[EXTRACTED RECORDS]

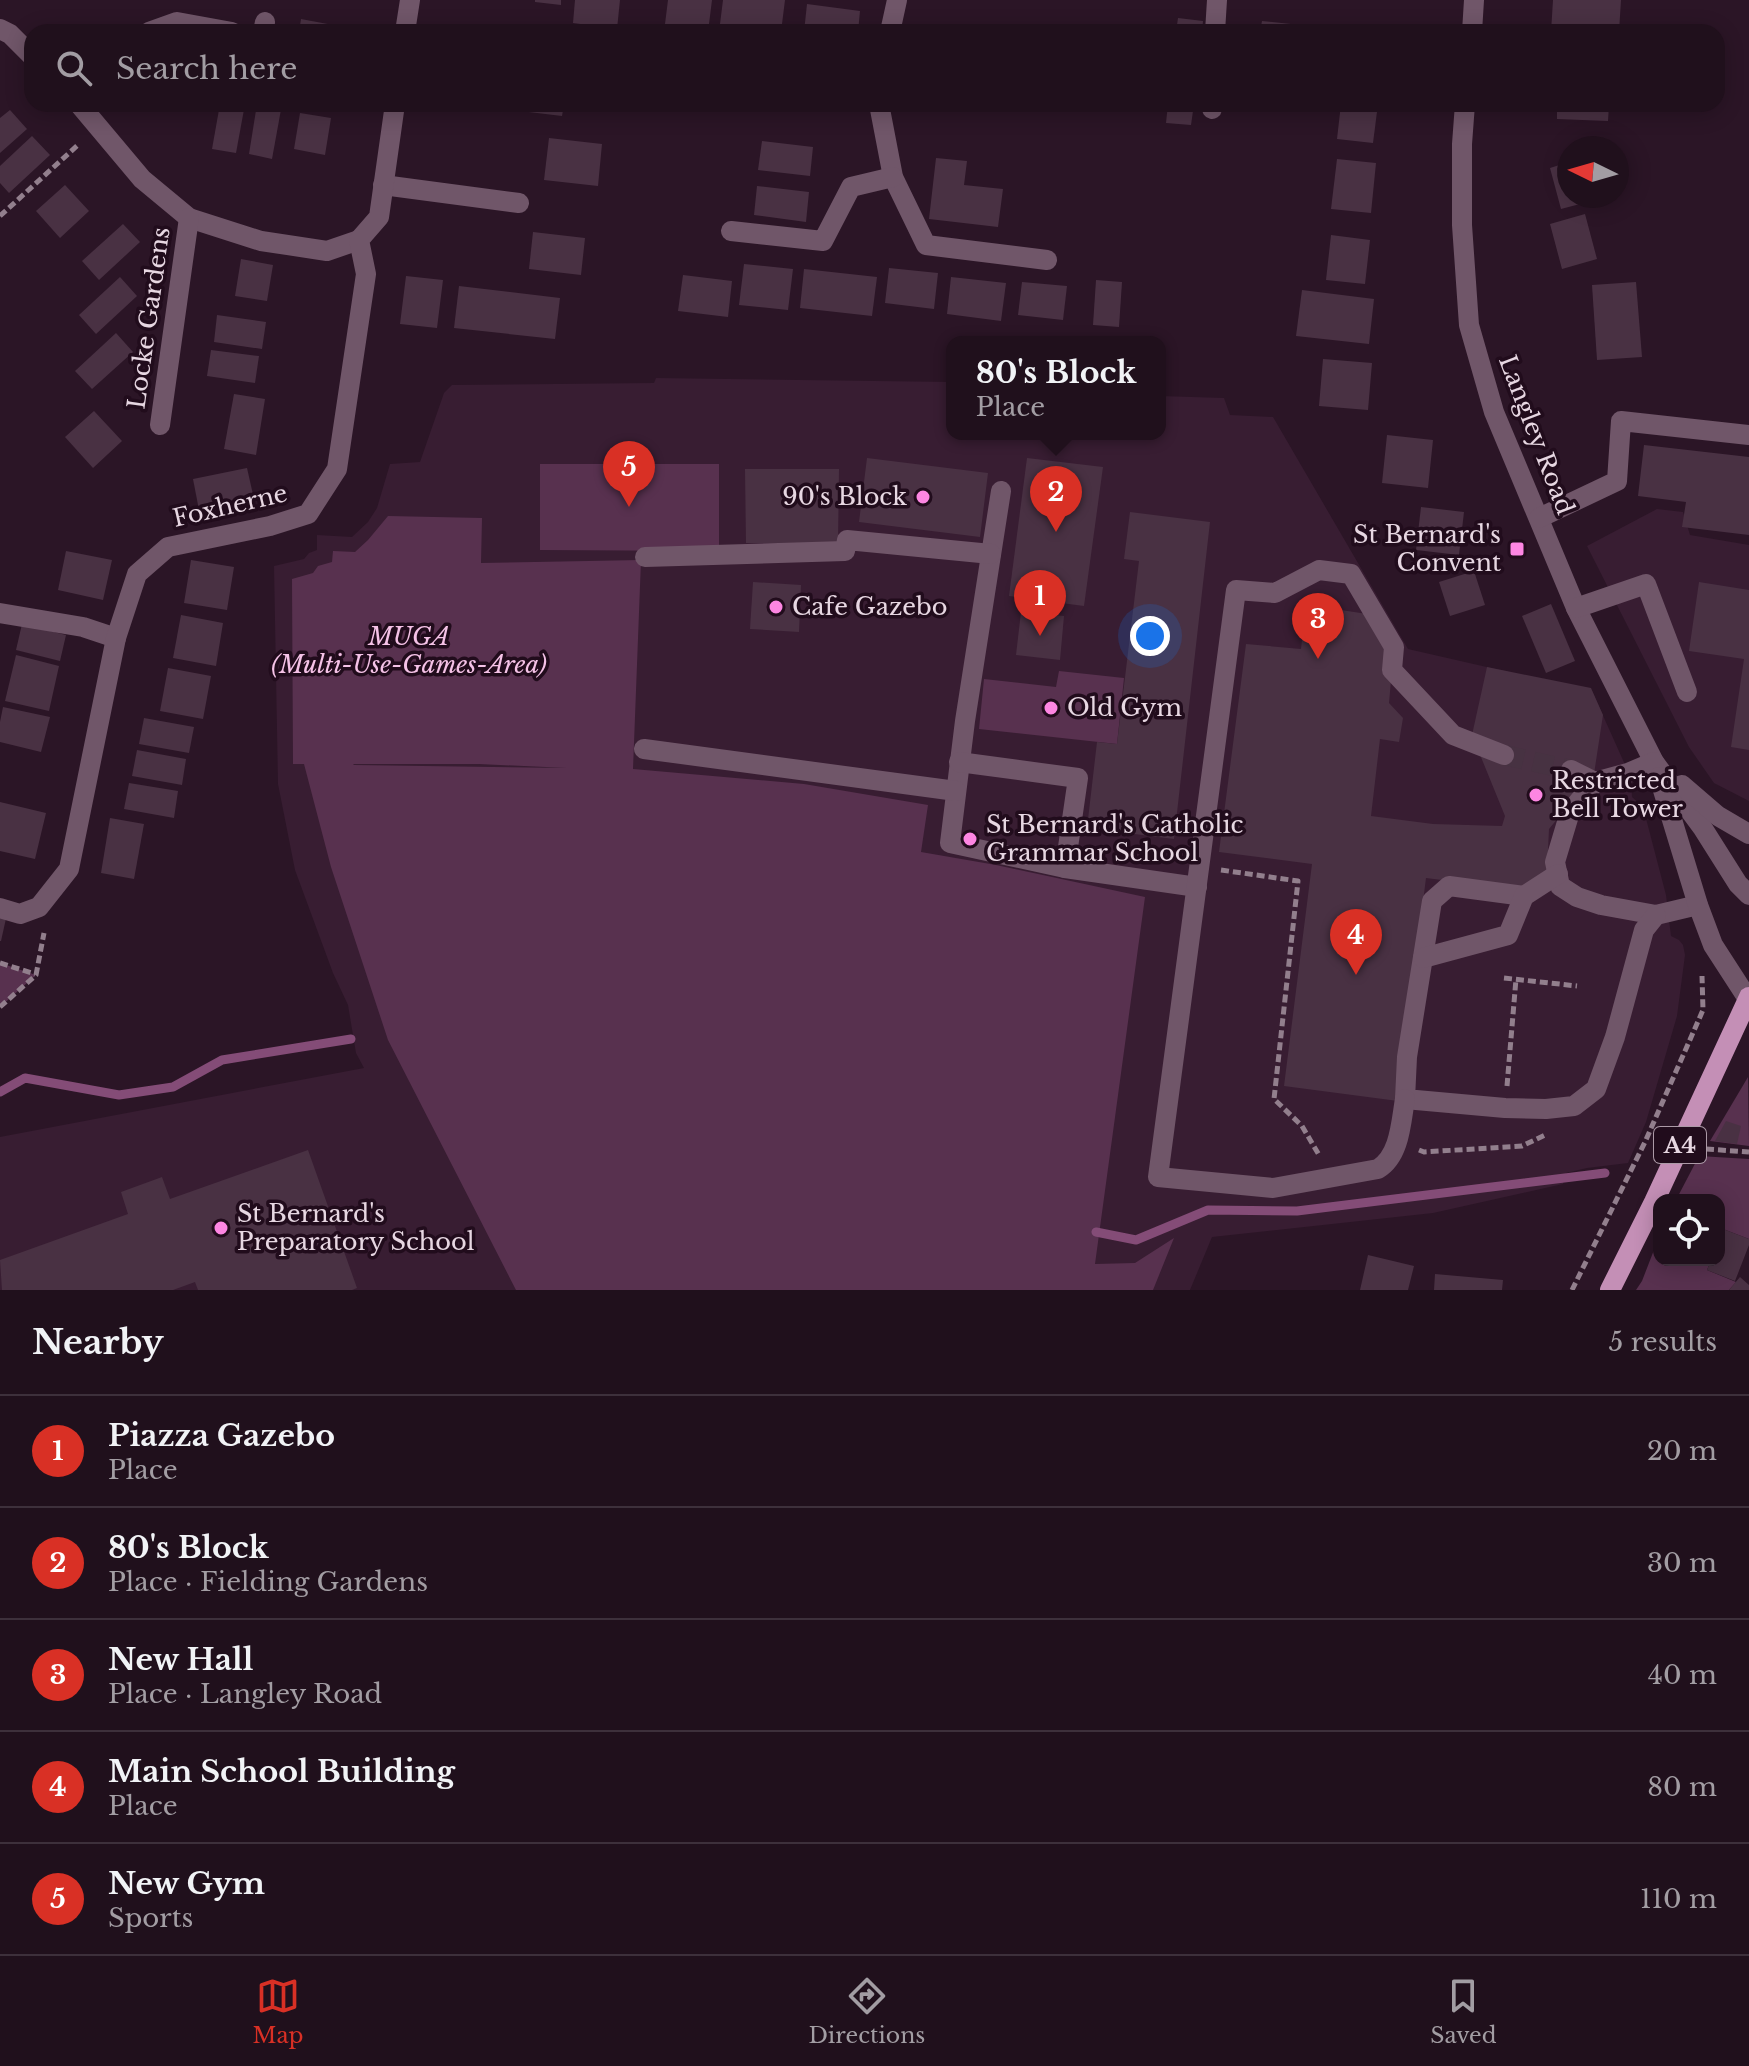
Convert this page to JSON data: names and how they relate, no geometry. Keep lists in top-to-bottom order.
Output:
{
  "streets": {
    "main road": ["A4"],
    "street": ["Locke Gardens", "Langley Road", "Foxherne"]
  },
  "crossings": [
    ["Langley Road", "A4"]
  ],
  "parks": ["MUGA (Multi-Use-Games-Area)"],
  "places": {
    "other": [
      "90's Block",
      "Cafe Gazebo",
      "Old Gym",
      "Restricted Bell Tower",
      "St Bernard's Catholic Grammar School",
      "St Bernard's Preparatory School"
    ],
    "transit": ["St Bernard's Convent"]
  },
  "north": "left",
  "page": {
    "search": "Search here",
    "popup": ["80's Block", "Place"],
    "pins": [
      "5",
      "2",
      "1",
      "3",
      "4"
    ],
    "heading": ["Nearby", "5 results"],
    "list": [
      {
        "mark": "1",
        "name": "Piazza Gazebo",
        "note": "Place",
        "value": "20 m"
      },
      {
        "mark": "2",
        "name": "80's Block",
        "note": "Place · Fielding Gardens",
        "value": "30 m"
      },
      {
        "mark": "3",
        "name": "New Hall",
        "note": "Place · Langley Road",
        "value": "40 m"
      },
      {
        "mark": "4",
        "name": "Main School Building",
        "note": "Place",
        "value": "80 m"
      },
      {
        "mark": "5",
        "name": "New Gym",
        "note": "Sports",
        "value": "110 m"
      }
    ],
    "nav": ["Map", "Directions", "Saved"]
  }
}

[/EXTRACTED RECORDS]

• [TASK DESCRIPTION]: Exact repetition of all entries is required. The pictures should not appear.

• [SOLUTION TO THIS EXERCISE]:
Convert this page to JSON data: names and how they relate, no geometry. Keep lists in top-to-bottom order.
Output:
{
  "streets": {
    "main road": ["A4"],
    "street": ["Locke Gardens", "Langley Road", "Foxherne"]
  },
  "crossings": [
    ["Langley Road", "A4"]
  ],
  "parks": ["MUGA (Multi-Use-Games-Area)"],
  "places": {
    "other": [
      "90's Block",
      "Cafe Gazebo",
      "Old Gym",
      "Restricted Bell Tower",
      "St Bernard's Catholic Grammar School",
      "St Bernard's Preparatory School"
    ],
    "transit": ["St Bernard's Convent"]
  },
  "north": "left",
  "page": {
    "search": "Search here",
    "popup": ["80's Block", "Place"],
    "pins": [
      "5",
      "2",
      "1",
      "3",
      "4"
    ],
    "heading": ["Nearby", "5 results"],
    "list": [
      {
        "mark": "1",
        "name": "Piazza Gazebo",
        "note": "Place",
        "value": "20 m"
      },
      {
        "mark": "2",
        "name": "80's Block",
        "note": "Place · Fielding Gardens",
        "value": "30 m"
      },
      {
        "mark": "3",
        "name": "New Hall",
        "note": "Place · Langley Road",
        "value": "40 m"
      },
      {
        "mark": "4",
        "name": "Main School Building",
        "note": "Place",
        "value": "80 m"
      },
      {
        "mark": "5",
        "name": "New Gym",
        "note": "Sports",
        "value": "110 m"
      }
    ],
    "nav": ["Map", "Directions", "Saved"]
  }
}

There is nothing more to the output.